KC Chiefs’ Ron Parker Giving Back To His Beaufort ‘Stomping Grounds’

The result was predictable when Everette Parker asked how many of the 150 or so boys gathered on the bleachers in the Beaufort High School gymnasium dreamed of playing in the NFL one day.

Every hand shot up.

Parker then laid out the long odds of doing so, advising the young men to get up before the sun to outwork their peers in whatever their chosen field, whether football, engineering, or medicine. The first day of Kansas City Chiefs defensive back Ron Parker’s third annual football camp at Beaufort High was about much more than football – it was about attacking life, as the football star put it.

“I try to get the message to these kids that it’s not just football out here that we can be successful,” Parker said. “Anything you want to do, you just have to put the time and effort in and go do it. If it was easy, everybody would be doing it. If you don’t put the time in and have a work ethic, you’re going to get outworked by the next man while you sleep.”

Ron Parker’s tireless work ethic took him from an overlooked high school star growing up on St. Helena Island to a junior college and NCAA Division II Newberry College before he bounced around the NFL looking for a long-term gig. He latched on in Kansas City in 2013 and, after a breakout 2014 campaign, signed a five-year, $25 million deal that runs through 2019.

The camp will focus more on football Saturday morning, when it resumes at 9 a.m. at Beaufort Middle School, but for the most part Friday, Parker was content to cede the microphone to his elder cousin, Everette Parker, who recently retired from the Navy after two decades of service. Everette Parker spoke on the dangers of falling in with the wrong crowd and encouraged the assembled athletes to stay involved with sports as a vehicle to keep them out of trouble and help them reach greater heights.

Ron Parker sees his annual return to Beaufort as a way to encourage the next generation to do exactly that.

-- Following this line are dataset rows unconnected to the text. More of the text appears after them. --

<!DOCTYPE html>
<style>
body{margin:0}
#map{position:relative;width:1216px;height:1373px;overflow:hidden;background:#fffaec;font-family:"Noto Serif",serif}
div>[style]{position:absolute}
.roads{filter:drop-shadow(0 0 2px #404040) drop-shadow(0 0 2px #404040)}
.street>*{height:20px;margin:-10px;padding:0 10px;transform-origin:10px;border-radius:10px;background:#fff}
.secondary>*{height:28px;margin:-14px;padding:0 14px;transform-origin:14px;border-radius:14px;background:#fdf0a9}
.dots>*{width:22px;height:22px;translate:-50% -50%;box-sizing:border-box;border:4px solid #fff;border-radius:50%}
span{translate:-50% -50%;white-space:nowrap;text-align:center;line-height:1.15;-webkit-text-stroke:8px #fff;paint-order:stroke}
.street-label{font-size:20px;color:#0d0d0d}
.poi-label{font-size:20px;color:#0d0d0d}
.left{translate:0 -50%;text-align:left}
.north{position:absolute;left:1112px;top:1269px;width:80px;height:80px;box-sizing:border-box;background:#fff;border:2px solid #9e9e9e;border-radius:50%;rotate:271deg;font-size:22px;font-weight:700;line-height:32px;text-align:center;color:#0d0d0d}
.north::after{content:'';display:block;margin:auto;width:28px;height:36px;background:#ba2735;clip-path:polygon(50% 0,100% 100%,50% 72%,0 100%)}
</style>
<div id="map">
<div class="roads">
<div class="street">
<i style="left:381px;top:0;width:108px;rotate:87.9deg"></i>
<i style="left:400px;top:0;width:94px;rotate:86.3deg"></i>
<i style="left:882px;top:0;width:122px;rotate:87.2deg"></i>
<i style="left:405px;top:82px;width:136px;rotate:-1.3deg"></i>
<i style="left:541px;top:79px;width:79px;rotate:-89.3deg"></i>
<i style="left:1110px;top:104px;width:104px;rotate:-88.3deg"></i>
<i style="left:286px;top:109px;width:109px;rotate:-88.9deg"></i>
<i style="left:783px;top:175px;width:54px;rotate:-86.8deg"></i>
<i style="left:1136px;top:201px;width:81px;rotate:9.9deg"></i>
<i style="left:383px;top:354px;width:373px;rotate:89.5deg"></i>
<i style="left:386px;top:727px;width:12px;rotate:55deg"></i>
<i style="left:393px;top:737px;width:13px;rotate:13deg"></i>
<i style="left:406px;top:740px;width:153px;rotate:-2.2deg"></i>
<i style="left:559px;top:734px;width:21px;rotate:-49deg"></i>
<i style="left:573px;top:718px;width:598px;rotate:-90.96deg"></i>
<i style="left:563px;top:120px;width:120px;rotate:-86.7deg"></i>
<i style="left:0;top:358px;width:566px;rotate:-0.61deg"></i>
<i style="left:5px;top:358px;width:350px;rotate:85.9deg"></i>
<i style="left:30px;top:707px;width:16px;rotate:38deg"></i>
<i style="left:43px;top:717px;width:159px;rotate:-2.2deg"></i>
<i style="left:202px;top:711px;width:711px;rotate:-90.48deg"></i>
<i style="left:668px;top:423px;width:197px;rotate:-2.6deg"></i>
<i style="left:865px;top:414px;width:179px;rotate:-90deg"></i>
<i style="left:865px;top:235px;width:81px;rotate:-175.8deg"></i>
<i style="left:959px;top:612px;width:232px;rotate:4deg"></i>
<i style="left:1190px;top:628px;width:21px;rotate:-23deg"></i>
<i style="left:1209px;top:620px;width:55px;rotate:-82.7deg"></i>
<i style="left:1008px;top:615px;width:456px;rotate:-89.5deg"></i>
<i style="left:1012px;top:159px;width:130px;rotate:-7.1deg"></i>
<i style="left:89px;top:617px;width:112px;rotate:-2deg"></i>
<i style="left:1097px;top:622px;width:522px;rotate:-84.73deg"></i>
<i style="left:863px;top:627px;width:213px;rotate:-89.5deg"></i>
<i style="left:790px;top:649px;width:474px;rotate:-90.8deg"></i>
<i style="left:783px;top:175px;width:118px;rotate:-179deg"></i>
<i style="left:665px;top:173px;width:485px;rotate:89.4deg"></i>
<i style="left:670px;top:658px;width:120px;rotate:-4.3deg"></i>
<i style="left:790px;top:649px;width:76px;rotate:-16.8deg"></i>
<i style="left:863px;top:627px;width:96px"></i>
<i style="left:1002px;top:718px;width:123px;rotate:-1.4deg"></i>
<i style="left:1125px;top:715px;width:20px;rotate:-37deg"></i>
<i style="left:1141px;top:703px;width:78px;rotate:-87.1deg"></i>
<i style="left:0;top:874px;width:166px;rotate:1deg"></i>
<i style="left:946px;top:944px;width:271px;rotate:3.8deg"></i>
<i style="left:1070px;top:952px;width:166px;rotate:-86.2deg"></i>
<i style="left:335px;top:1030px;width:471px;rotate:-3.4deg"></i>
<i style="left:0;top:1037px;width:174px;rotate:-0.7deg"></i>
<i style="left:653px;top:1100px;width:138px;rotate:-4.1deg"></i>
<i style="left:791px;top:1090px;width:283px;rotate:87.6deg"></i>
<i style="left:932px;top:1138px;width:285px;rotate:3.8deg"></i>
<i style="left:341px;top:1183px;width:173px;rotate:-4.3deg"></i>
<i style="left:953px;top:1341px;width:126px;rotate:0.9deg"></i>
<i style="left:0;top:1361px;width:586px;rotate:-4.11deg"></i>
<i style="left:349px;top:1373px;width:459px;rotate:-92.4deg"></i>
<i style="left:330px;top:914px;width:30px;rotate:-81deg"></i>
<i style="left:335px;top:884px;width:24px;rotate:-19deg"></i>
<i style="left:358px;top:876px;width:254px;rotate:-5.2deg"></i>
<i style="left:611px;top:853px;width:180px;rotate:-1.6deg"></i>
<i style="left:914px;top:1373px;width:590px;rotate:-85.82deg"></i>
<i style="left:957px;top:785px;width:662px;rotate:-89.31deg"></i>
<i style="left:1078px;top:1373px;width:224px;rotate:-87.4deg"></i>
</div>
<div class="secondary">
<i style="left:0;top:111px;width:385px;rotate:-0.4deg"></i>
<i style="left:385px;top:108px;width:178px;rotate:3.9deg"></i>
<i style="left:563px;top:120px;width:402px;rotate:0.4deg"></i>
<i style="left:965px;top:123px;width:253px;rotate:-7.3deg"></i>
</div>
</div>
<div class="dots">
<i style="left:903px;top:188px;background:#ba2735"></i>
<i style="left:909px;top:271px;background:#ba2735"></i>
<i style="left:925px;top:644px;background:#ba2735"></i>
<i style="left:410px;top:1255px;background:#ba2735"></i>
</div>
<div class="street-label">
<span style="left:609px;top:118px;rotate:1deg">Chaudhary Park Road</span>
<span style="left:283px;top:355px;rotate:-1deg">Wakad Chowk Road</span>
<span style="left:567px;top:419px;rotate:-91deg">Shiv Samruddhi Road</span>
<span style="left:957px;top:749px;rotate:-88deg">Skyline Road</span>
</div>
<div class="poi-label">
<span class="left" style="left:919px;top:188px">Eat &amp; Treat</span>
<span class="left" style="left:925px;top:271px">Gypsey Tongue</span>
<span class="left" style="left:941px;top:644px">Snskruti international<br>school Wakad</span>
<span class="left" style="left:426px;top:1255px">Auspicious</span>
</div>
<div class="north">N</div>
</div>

“I try to get back three or four times in the offseason and just go around to the schools and show my face and show them that I went out and took care of my business and now I’m back,” Parker said. “If I come back and you’re not here standing in my camp, that means you went and got in trouble or did something you’re not supposed to, or you would be here.”

In addition to his annual camp, which is capped at 250 participants, Parker hopes to eventually give more back to the Beaufort area. He said he has begun exploring the possibility of opening a community center to help “keep these kids on a positive path.”

“This place means everything to me, man,” Parker said. “This is my stomping grounds. I can see myself when I first started in their shoes. I just love this city.”